David thought about this.
“No. He’s sick. He has the flu.”
“He won’t like that.”
“Tell him the alternative is he goes to jail or we break his kneecaps. Call Hancock. We put it out there this morning that Bill’s sick. On Monday we run a Best Of week. I don’t want this guy on my air again.”
“He won’t go quietly.”
“No,” said David. “He won’t.”
Chapter 8
Injuries
At night, when Scott dreams, he dreams of the shark, sleek-muscled and greedy. He wakes thirsty. The hospital is an ecosystem of beeps and hums. Outside, the sun is just coming up. He looks over at the boy, still asleep. The television is on at low volume, white noise haunting their sleep. The screen is split into fifths, a news crawl snaking across the floor. Onscreen, the search for survivors continues. It appears the navy has brought in divers and deep-sea submersibles to try to find the underwater wreckage, to recover the bodies of the dead. Scott watches as men in black wet suits step from the deck of a Coast Guard cutter and vanish into the sea.

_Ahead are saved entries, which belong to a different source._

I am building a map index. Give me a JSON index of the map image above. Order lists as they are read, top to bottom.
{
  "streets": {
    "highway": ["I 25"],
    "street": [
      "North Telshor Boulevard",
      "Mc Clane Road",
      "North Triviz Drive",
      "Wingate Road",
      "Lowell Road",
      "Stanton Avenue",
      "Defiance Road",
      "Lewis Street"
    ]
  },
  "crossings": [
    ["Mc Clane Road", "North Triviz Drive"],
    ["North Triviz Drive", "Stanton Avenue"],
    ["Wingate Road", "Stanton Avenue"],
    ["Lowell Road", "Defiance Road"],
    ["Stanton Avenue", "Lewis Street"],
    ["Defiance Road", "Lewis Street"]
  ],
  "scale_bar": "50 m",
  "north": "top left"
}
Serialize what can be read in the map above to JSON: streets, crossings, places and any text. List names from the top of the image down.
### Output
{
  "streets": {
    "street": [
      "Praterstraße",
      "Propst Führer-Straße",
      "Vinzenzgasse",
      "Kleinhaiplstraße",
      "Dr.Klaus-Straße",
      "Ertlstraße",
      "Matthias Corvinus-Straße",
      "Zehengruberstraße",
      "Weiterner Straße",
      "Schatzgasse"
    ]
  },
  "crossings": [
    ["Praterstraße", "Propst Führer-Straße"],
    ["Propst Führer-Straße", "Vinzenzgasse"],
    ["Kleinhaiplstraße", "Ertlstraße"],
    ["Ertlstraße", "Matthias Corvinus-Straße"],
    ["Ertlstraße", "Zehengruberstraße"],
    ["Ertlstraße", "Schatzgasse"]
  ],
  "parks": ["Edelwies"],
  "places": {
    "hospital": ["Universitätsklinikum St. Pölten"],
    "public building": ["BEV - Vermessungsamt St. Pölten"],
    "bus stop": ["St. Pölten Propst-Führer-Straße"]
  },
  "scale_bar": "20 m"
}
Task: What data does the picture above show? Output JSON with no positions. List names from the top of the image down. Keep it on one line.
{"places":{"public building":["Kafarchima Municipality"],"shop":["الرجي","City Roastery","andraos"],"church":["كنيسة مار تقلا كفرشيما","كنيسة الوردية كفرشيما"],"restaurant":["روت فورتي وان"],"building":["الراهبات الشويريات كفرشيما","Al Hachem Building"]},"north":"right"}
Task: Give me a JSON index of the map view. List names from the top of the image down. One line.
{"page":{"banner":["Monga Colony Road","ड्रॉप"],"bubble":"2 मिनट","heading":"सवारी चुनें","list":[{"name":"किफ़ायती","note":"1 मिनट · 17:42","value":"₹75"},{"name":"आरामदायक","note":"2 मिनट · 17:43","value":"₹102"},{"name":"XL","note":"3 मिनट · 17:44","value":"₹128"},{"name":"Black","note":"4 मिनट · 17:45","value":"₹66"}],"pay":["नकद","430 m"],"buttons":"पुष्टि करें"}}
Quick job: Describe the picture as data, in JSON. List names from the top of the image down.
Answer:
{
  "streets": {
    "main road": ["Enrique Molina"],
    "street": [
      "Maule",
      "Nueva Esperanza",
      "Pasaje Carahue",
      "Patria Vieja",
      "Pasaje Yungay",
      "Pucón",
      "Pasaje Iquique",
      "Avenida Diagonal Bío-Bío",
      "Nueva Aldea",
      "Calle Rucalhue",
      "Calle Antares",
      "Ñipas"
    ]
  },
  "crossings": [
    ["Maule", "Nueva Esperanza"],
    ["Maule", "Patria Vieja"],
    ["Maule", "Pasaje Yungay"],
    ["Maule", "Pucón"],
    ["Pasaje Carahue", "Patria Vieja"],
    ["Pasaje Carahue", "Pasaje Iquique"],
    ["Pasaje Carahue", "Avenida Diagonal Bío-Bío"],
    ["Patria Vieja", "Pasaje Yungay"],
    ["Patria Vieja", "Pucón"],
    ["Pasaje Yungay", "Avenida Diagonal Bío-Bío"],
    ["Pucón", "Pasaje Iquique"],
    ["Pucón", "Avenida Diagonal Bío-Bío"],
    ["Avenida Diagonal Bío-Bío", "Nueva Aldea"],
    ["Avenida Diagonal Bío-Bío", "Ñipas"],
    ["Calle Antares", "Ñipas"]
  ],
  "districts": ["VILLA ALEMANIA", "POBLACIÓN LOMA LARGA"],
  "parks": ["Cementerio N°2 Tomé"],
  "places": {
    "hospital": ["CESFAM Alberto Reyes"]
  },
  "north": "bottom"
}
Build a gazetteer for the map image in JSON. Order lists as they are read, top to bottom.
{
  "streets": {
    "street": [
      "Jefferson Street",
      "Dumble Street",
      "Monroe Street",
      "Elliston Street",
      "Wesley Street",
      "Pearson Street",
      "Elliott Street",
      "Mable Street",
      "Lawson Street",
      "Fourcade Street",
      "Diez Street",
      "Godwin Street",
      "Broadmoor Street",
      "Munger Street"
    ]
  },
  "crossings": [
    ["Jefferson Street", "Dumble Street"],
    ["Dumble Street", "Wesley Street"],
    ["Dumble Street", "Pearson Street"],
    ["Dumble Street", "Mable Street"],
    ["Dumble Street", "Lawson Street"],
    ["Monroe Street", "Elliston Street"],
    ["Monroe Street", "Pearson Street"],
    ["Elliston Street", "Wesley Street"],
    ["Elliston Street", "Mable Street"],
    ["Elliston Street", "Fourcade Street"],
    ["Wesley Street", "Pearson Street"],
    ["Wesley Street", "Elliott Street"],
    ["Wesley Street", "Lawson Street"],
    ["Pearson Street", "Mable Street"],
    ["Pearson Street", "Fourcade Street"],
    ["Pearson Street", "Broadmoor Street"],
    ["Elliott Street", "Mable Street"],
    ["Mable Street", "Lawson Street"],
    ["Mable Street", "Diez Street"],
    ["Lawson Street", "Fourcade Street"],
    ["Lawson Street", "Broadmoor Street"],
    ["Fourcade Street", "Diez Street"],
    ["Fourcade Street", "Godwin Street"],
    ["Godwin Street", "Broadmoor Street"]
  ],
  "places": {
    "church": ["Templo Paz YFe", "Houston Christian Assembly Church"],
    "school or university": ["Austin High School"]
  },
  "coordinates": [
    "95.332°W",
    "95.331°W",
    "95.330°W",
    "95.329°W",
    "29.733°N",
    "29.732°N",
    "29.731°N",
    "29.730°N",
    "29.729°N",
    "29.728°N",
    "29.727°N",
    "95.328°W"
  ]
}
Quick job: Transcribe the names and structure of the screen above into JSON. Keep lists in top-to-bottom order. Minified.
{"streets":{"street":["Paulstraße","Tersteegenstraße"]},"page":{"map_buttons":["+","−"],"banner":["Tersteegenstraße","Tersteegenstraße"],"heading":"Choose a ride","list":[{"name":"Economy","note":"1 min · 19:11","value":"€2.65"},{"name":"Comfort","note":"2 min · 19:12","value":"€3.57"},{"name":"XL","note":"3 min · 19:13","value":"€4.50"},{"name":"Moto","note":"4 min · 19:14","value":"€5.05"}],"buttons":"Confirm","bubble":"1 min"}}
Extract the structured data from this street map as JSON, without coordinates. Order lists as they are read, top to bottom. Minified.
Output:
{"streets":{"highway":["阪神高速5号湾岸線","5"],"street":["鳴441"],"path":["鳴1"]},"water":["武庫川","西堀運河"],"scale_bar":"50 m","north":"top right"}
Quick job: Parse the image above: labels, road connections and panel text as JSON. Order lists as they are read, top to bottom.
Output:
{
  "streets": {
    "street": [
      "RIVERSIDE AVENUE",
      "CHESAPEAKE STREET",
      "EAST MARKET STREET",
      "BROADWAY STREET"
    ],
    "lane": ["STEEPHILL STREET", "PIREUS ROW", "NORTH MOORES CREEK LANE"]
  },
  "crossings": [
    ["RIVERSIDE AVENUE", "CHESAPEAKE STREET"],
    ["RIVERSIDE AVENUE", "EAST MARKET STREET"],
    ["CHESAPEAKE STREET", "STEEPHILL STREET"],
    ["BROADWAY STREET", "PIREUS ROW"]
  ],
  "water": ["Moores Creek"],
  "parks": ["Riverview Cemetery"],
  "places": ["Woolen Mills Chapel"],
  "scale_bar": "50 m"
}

“They’re calling it an accident,” Bill Cunningham is saying from the screen’s largest box, a tall man with dramatic hair, thumbing his suspenders. “But you and I know—there are no accidents. Planes don’t just fall out the sky, the same way that our president didn’t just forget that Congress was on vacation when he made that hack Rodriguez a judge.”
Cunningham is smoky-eyed, his tie askew. He has been on the air for nine hours now delivering a marathon eulogy for his dead leader.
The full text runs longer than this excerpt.